++++ Record set ++++

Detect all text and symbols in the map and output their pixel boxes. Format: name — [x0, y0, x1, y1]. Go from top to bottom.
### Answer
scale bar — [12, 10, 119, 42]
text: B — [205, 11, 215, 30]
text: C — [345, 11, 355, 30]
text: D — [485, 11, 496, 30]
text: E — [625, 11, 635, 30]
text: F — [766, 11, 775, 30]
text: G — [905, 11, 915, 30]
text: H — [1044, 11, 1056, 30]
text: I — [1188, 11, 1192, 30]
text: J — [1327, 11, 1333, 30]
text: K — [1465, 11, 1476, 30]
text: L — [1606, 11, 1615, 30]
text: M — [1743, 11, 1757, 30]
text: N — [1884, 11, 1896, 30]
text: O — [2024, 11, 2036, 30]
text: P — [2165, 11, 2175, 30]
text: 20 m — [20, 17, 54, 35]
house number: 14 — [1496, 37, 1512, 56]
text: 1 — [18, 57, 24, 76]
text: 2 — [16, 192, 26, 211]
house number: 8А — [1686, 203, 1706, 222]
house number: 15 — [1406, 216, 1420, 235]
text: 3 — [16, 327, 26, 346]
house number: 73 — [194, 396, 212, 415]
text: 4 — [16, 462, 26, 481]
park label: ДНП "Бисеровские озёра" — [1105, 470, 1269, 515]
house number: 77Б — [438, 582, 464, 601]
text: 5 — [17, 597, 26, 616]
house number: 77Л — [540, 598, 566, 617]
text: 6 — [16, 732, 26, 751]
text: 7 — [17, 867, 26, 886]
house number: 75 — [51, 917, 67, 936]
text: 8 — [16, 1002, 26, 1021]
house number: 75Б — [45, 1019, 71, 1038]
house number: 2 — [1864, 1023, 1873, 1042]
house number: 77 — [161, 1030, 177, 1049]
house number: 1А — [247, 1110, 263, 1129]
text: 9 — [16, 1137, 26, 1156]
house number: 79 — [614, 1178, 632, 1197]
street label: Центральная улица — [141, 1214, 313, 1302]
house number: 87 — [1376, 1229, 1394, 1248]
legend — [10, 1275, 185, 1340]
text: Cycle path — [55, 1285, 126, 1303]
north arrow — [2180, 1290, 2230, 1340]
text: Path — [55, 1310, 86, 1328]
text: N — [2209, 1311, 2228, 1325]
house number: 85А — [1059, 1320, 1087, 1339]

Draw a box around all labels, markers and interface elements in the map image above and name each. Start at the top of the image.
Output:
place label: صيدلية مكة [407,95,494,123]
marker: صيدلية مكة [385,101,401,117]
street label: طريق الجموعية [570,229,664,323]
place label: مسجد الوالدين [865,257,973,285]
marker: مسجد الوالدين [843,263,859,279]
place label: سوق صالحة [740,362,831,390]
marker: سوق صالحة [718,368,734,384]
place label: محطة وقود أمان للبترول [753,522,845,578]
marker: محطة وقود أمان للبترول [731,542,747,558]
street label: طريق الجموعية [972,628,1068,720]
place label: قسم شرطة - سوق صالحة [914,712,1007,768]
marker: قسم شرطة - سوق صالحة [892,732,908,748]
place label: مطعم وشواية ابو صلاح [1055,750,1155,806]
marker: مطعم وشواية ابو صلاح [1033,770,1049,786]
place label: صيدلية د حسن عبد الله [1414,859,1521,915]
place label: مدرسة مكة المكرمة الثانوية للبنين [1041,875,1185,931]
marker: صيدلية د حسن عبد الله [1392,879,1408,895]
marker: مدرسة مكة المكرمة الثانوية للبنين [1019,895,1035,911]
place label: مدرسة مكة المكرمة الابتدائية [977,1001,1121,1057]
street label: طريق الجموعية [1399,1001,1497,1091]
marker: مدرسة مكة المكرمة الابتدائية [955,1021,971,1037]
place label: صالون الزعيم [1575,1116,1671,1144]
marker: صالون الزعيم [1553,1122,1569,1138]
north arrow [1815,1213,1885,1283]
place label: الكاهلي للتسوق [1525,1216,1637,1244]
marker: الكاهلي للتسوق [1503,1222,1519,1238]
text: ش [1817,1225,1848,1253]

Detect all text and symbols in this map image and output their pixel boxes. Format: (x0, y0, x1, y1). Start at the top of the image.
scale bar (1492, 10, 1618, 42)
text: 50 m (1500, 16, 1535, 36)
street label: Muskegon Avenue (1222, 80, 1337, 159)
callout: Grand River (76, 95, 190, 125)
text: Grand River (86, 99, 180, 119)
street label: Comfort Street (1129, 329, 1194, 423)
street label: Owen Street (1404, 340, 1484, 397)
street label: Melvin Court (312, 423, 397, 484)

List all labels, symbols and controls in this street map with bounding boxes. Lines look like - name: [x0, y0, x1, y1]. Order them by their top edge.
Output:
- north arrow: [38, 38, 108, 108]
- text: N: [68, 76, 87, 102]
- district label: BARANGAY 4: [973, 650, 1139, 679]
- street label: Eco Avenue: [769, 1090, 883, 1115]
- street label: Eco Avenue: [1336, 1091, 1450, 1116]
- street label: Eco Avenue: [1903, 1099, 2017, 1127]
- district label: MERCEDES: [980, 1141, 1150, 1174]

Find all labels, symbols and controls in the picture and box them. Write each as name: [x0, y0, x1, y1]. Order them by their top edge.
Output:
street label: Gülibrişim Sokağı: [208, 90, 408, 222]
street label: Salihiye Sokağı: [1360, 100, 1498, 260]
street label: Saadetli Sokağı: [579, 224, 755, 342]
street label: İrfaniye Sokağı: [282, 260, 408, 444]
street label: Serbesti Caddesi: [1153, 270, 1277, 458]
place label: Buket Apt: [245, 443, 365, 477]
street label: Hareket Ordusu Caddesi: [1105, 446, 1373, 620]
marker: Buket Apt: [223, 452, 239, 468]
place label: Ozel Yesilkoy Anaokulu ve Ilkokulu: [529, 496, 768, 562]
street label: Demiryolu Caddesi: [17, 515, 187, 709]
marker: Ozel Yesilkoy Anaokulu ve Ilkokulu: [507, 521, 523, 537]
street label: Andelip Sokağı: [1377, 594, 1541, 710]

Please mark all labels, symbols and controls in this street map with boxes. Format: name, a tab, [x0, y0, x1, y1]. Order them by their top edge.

++++

## Problem to solve
Your answer should consist of the lines above that hold the word "each", copied exactly.

## Answer space
Draw a box around all labels, markers and interface elements in the map image above and name each. Start at the top of the image.
Find all labels, symbols and controls in the picture and box them. Write each as name: [x0, y0, x1, y1]. Order them by their top edge.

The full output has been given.